Ninth Circuit Faces Delicious EB-5 Dilemma

By David North on April 20, 2018

The Ninth Circuit faces an interesting decision and either way it goes it will do some damage to the EB-5 immigrant investor program.

The EB-5 program is the arrangement whereby an alien, usually from China, gets a family-sized set of green cards for investing $500,000 in an investment approved by, but not guaranteed by, the Department of Homeland Security.

In the case in question, if the nod goes one way, the Ninth Circuit will agree with a lawyer contending that the EB-5 program is not about investments at all – that it is a benefit program granting green cards to a relatively small group of well-to-do aliens. This would debunk the EB-5 boosters' argument that the program is an important economic tool.
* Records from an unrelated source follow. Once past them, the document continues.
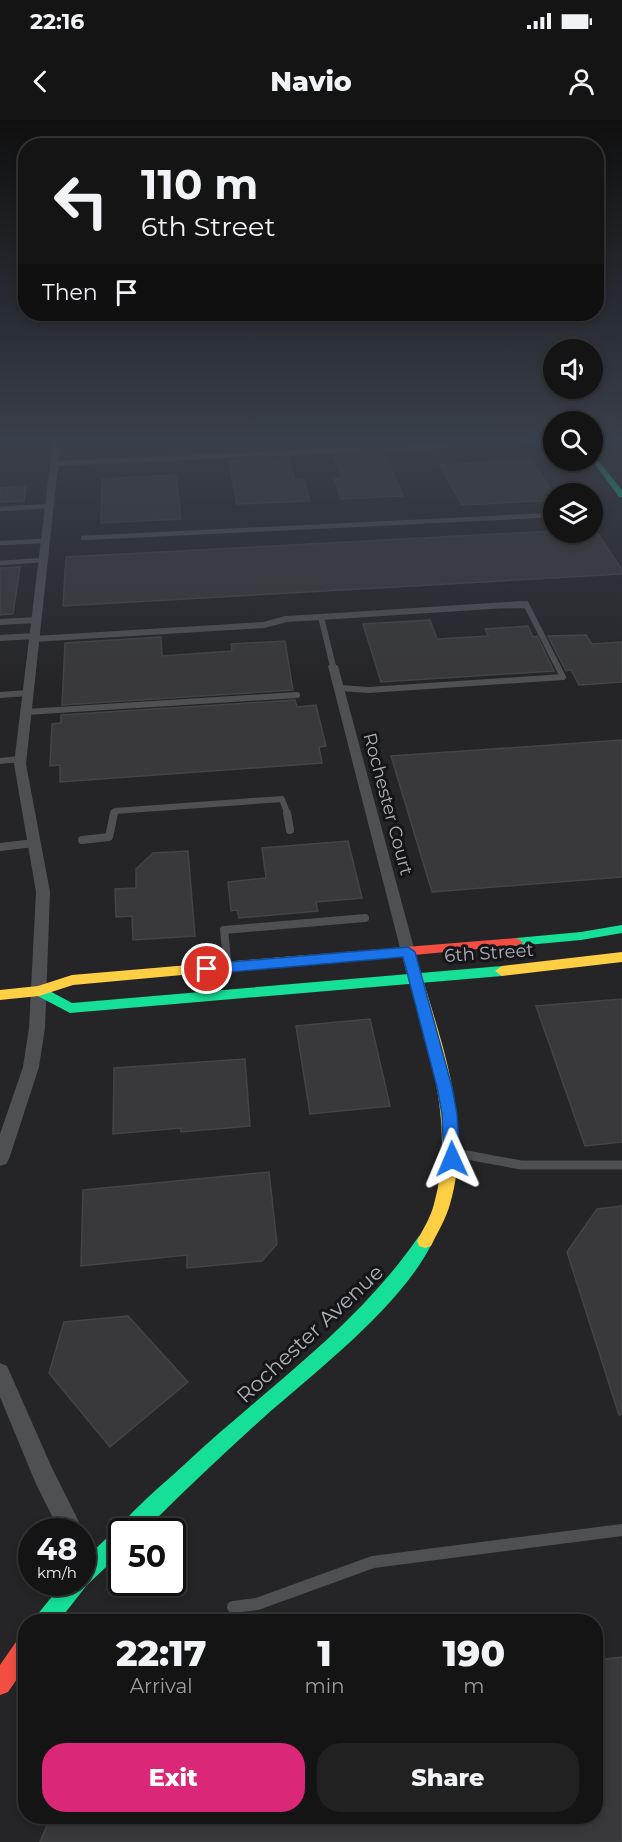 <!DOCTYPE html>
<html lang="en">
<head>
<meta charset="utf-8">
<style>
  :root { --surface:#141414; --page:#212122; --text:#f1f3f6; --muted:#9d9ea0; --line:#333334; --accent:#db2777 }
  body { margin:0; font-family:Montserrat,sans-serif; background:var(--page); color:var(--text); height:100vh; display:flex; flex-direction:column; font-size:22px; white-space:nowrap }
  * { box-sizing:border-box; margin:0 }
  p { font-size:20px; color:var(--muted) }
  .icon { flex:none; width:33px; height:33px; fill:none; stroke:currentColor; stroke-width:2; stroke-linecap:round; stroke-linejoin:round }
  .map { position:relative; flex:1; overflow:hidden }
  .side { position:absolute; left:18px; top:1494px; width:585px; height:210px; display:flex; flex-direction:column; background:var(--surface); border-radius:24px; box-shadow:0 3px 9px #0003,0 0 0 2px var(--line) }
  .side>* { flex:none }
  .banner { position:absolute; left:18px; top:18px; width:586px; height:183px; border-radius:24px; box-shadow:0 3px 9px #0003,0 0 0 2px var(--line); background:#141414; color:var(--text); overflow:hidden }
  .buttons { position:absolute; left:543px; top:219px; display:grid; gap:12px }
  .buttons a { display:grid; place-items:center; width:60px; height:60px; border-radius:50%; background:var(--surface); box-shadow:0 3px 9px #0003,0 0 0 2px var(--line); font-size:30px }
  .speed { position:absolute; left:18px; top:1398px; display:flex; gap:12px; font-size:30px; font-weight:700; text-align:center }
  .speed>* { display:grid; place-content:center; width:78px; height:78px; border-radius:50%; background:var(--surface); box-shadow:0 3px 9px #0003,0 0 0 2px var(--line); line-height:1 }
  .speed small { font-size:15px; font-weight:400 }
  .speed .limit { border:3px solid #111; border-radius:9px; background:#fff; color:#111 }
  .pin { position:absolute; display:grid; place-items:center; width:51px; height:51px; color:#fff; margin:-26px; border:3px solid #fff; border-radius:50%; box-shadow:0 2px 6px #0007 }
  .me { position:absolute; width:66px; margin:-33px; rotate:359deg; stroke-linejoin:round; filter:drop-shadow(0 0 4px #0008) }
  .turn { display:flex; align-items:center; gap:21px; height:126px; padding:0 24px; font-size:27px }
  .turn .icon { width:78px; height:78px; stroke-width:2.5 }
  .turn b { display:block; font-size:42px; line-height:51px }
  .then { display:flex; align-items:center; height:57px; padding:0 24px; background:#0003; gap:12px; font-size:22px }
  .eta { display:flex; justify-content:space-evenly; align-items:center; height:102px; text-align:center }
  .eta b { font-size:36px; font-weight:800; line-height:42px }
  .cta { display:flex; gap:12px; margin-top:auto; padding:12px 24px }
  .cta a { flex:1; height:69px; border-radius:24px; background:var(--accent); color:#fff; font-size:24px; font-weight:800; line-height:69px; text-align:center }
  .cta a+a { background:var(--page); color:var(--text) }
  .status { display:flex; justify-content:space-between; align-items:center; height:42px; padding:0 30px; background:var(--surface); direction:ltr }
  .status svg { height:16px; fill:currentColor }
  header { display:flex; justify-content:space-between; align-items:center; height:78px; padding:0 24px; background:var(--surface); font-size:27px; font-weight:800 }
  .map>svg:first-child { display:block }
  .built { fill:#252528; fill-rule:evenodd }
  .building { fill:#39393b; stroke:#434447; stroke-width:1.5 }
  .lines { fill:none; stroke-linecap:round; stroke-linejoin:round }
  .lane-far4 { stroke:#4f5054; stroke-width:4.5 }
  .lane-far3 { stroke:#4f5054; stroke-width:6 }
  .lane-far2 { stroke:#4f5054; stroke-width:8 }
  .lane-far1 { stroke:#4f5054; stroke-width:9 }
  .lane { stroke:#4f5054; stroke-width:12 }
  .street { fill:#4f5054; fill-rule:evenodd }
  .fast { fill:#16e098; fill-rule:evenodd }
  .slow { fill:#ffcf43; fill-rule:evenodd }
  .jam { fill:#f24e42; fill-rule:evenodd }
  .route { fill:#1a73e8; stroke:#114b97; stroke-width:1.5 }
  .labels { text-anchor:middle; stroke-width:6; stroke-linejoin:round; paint-order:stroke }
  .street-label { font-size:18px; fill:#adb0bb; stroke:#151517 }
  .near-street-label { font-size:21px; fill:#adb0bb; stroke:#151517 }
</style>
</head>
<body>
<div class="status"><b>22:16</b><svg viewBox="0 0 49 12"><path d="M0 12V9h3v3zM5 12V6h3v6zM10 12V3h3v9zM15 12V0h3v12zM26 1h20v11H26zM47 4h2v5h-2z"/></svg></div>
<header><svg class="icon" aria-label="back" viewBox="0 0 24 24"><path d="M15 5l-7 7 7 7"/></svg>Navio<svg class="icon" aria-label="person" viewBox="0 0 24 24"><circle cx="12" cy="8" r="4"/><path d="M4 21q1-7 8-7t8 7"/></svg></header>
<div class="map">
<svg width="622" height="1722" viewBox="0 0 622 1722">
  <rect width="100%" height="100%" fill="#1b1b1b"/>
  <path class="built" d="M0 320H553L554 340H592L593 320H622V1722H0ZM554 374H592V412H554ZM32 1412H82V1462H32ZM122 1412H172V1462H122ZM26 1502H596V1696H26Z"/>
  <g class="building">
    <polygon points="226,320 284,320 286,328 227,331"/>
    <polygon points="329,320 379,320 381,324 331,326"/>
    <polygon points="384,333 403,376 341,379 334,358 342,358 334,335"/>
    <polygon points="288,338 295,360 304,360 310,381 237,384 229,340"/>
    <polygon points="531,340 554,374 554,380 462,385 440,345"/>
    <polygon points="176,355 181,399 101,403 102,359"/>
    <polygon points="26,366 24,381 0,382 0,368"/>
    <polygon points="554,411 554,412 597,412 622,450 622,454 63,486 66,437"/>
    <polygon points="20,447 13,494 0,495 0,448"/>
    <polygon points="430,500 437,519 488,516 485,509 528,506 533,517 537,516 554,551 381,562 363,504"/>
    <polygon points="586,515 592,524 622,522 622,562 579,565 571,550 566,551 548,516"/>
    <polygon points="161,517 162,536 232,531 231,524 285,521 293,570 62,585 65,523"/>
    <polygon points="295,580 297,587 316,585 326,626 319,627 322,643 60,662 60,645 50,646 52,604 61,603 61,595"/>
    <polygon points="622,620 622,757 432,772 391,636"/>
    <polygon points="348,721 362,778 316,782 318,791 239,798 237,790 231,791 228,762 266,758 262,728"/>
    <polygon points="188,731 195,816 133,820 132,796 116,797 115,769 136,768 136,749 153,733"/>
    <polygon points="622,879 622,1022 585,1026 536,886"/>
    <polygon points="370,899 390,986 310,994 296,906"/>
    <polygon points="245,939 250,1006 181,1012 181,1008 113,1014 114,948"/>
    <polygon points="269,1052 277,1124 262,1141 187,1148 187,1135 81,1146 83,1070"/>
    <polygon points="622,1086 622,1294 619,1295 567,1132 597,1089"/>
    <polygon points="128,1196 188,1262 110,1327 49,1253 64,1202"/>
    <polygon points="622,1537 622,1722 40,1722 51,1696 596,1696 596,1540"/>
  </g>
  <g class="lines">
    <g class="lane-far4">
      <polyline points="0,389 50,386"/>
      <polyline points="83,418 554,395"/>
      <polyline points="0,423 45,421"/>
      <polyline points="0,443 43,440"/>
      <polyline points="499,486 527,486"/>
    </g>
    <g class="lane-far3">
      <polyline points="321,497 522,484"/>
      <polyline points="0,502 36,500"/>
      <polyline points="0,518 34,516"/>
      <polyline points="34,519 264,505 286,499 321,497 333,546"/>
      <polyline points="339,568 369,570 563,557 526,484"/>
      <polyline points="0,575 28,573"/>
      <polyline points="26,592 297,575"/>
      <polyline points="0,641 20,639"/>
      <polyline points="114,695 115,691 282,679 288,695"/>
    </g>
    <g class="lane-far2">
      <polyline points="287,693 290,710"/>
      <polyline points="82,720 109,717 114,693"/>
      <polyline points="0,727 34,723"/>
      <polyline points="228,848 224,810 365,798"/>
    </g>
    <polyline class="lane-far1" points="456,1033 521,1045 622,1045"/>
    <polyline class="lane" points="233,1487 257,1484 373,1442 622,1410"/>
    <g class="street">
      <polygon points="53,320 61,320 59,341 517,320 554,320 554,323 58,346 26,644 50,772 45,908 39,947 9,1039 6,1044 0,1046 0,1014 23,947 29,908 36,772 14,644"/>
      <polygon points="333,543 338,546 415,832 408,837 401,832 328,546"/>
      <polygon points="0,1243 7,1246 52,1348 80,1404 83,1412 82,1413 82,1412 60,1412 36,1364 0,1277"/>
    </g>
    <g class="fast">
      <polygon points="592,333 622,370 622,377 619,377 592,340"/>
      <polygon points="622,805 622,813 581,820 516,826 509,822 516,818 581,812"/>
      <polygon points="502,846 509,851 502,856 70,893 34,874 32,871 34,868 44,868 72,883"/>
      <path d="M425 1114 431 1116 433 1121C403 1185 316 1251 263 1298 222 1335 182 1373 143 1412H122V1432L87 1465 58 1502H34L37 1495 64 1462H82V1442L115 1410 120 1408C129 1392 169 1359 185 1344 264 1270 357 1207 419 1116Z"/>
    </g>
    <g class="slow">
      <path d="M408 827 415 832C437 913 475 999 450 1084 446 1099 437 1113 431 1126L425 1128 419 1126 417 1121C423 1109 431 1097 434 1084 458 999 423 914 401 832Z"/>
      <polygon points="622,832 622,842 502,856 495,851 502,846"/>
      <polygon points="307,835 314,840 312,843 73,865 39,876 0,880 0,870 38,866 72,855"/>
    </g>
    <g class="jam">
      <polygon points="516,818 523,822 521,825 307,845 300,840 307,835"/>
      <polygon points="26,1517 26,1546 8,1572 0,1575 0,1545 18,1519"/>
    </g>
  </g>
  <linearGradient id="sky" x2="0" y2="1"><stop stop-color="#0f0f0f"/><stop offset="0.57" stop-color="#393f4a"/><stop offset="1" stop-color="#393f4a" stop-opacity="0"/></linearGradient>
  <rect width="622" height="561" fill="url(#sky)"/>
  <polygon class="route" points="408,827 415,832 452,967 457,994 460,1039 457,1044 452,1046 446,1044 444,1039 442,994 437,967 403,837 207,854 200,849 207,844"/>
  <g class="labels">
    <g class="street-label">
      <text transform="translate(388 684) rotate(75)" y="6">Rochester Court</text>
      <text transform="translate(489 833) rotate(-4)" y="6">6th Street</text>
    </g>
    <g class="near-street-label">
      <text transform="translate(310 1214) rotate(-43)" y="7">Rochester Avenue</text>
    </g>
  </g>
</svg>
<div class="buttons">
<a><svg class="icon" aria-label="sound" viewBox="0 0 24 24"><path d="M4 9h4l5-4v14l-5-4H4zM17 9q2 3 0 6"/></svg></a>
<a><svg class="icon" aria-label="search" viewBox="0 0 24 24"><circle cx="10" cy="10" r="6"/><path d="M15 15l6 6"/></svg></a>
<a><svg class="icon" aria-label="layers" viewBox="0 0 24 24"><path d="M12 4l9 5-9 5-9-5zM3 14l9 5 9-5"/></svg></a>
</div>
<div class="speed"><div>48<small>km/h</small></div><div class="limit">50</div></div>
<div class="pin" style="left:207px;top:849px;background:#d93025"><svg class="icon" aria-label="arrive" viewBox="0 0 24 24"><path d="M6 21V4h12l-3 4 3 4H6"/></svg></div>
<svg class="me" style="left:452px;top:1039px" viewBox="-20 -20 40 40"><path d="M0-17L14 15 0 8-14 15z" fill="#1a73e8" stroke="#fff" stroke-width="4"/></svg>
<div class="banner">
<div class="turn"><svg class="icon" aria-label="left" viewBox="0 0 24 24"><path d="M17 20v-9H6M10 6l-5 5 5 5"/></svg><div><b>110 m</b>6th Street</div></div>
<div class="then">Then<svg class="icon" aria-label="arrive" viewBox="0 0 24 24"><path d="M6 21V4h12l-3 4 3 4H6"/></svg></div>
</div>
<section class="side">
<div class="eta">
<div><b>22:17</b><p>Arrival</p></div>
<div><b>1</b><p>min</p></div>
<div><b>190</b><p>m</p></div>
</div>
<div class="cta"><a>Exit</a><a>Share</a></div>
</section>
</div>
</body>
</html>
If the decision goes the other way, the Securities and Exchange Commission, the cops on this particular beat, will win its case against Hui Feng and his law firm, which is facing a $2.7 million assessment for violating the broker-dealer rules. SEC says that he and his associates were selling securities without a license.

According to a report by Law360 (partly behind a paywall), Feng argued that he was not obliged to get an SEC license because "everyone knew that the EB-5 visa program was an immigration program and not a securities program."

While acknowledging the verbal dexterity of Mr. Feng, I am rooting for the SEC because the fines it collects go to the Treasury, and tend to discourage bad behavior in this program.

Feng has appeared on these posting before, in a report by my colleague Dan Cadman, who raised a different but equally interesting question: Shouldn't an immigration lawyer penalized by SEC be penalized by the immigration courts as well?

The EB-5 program seems to have a knack for attracting a bad press.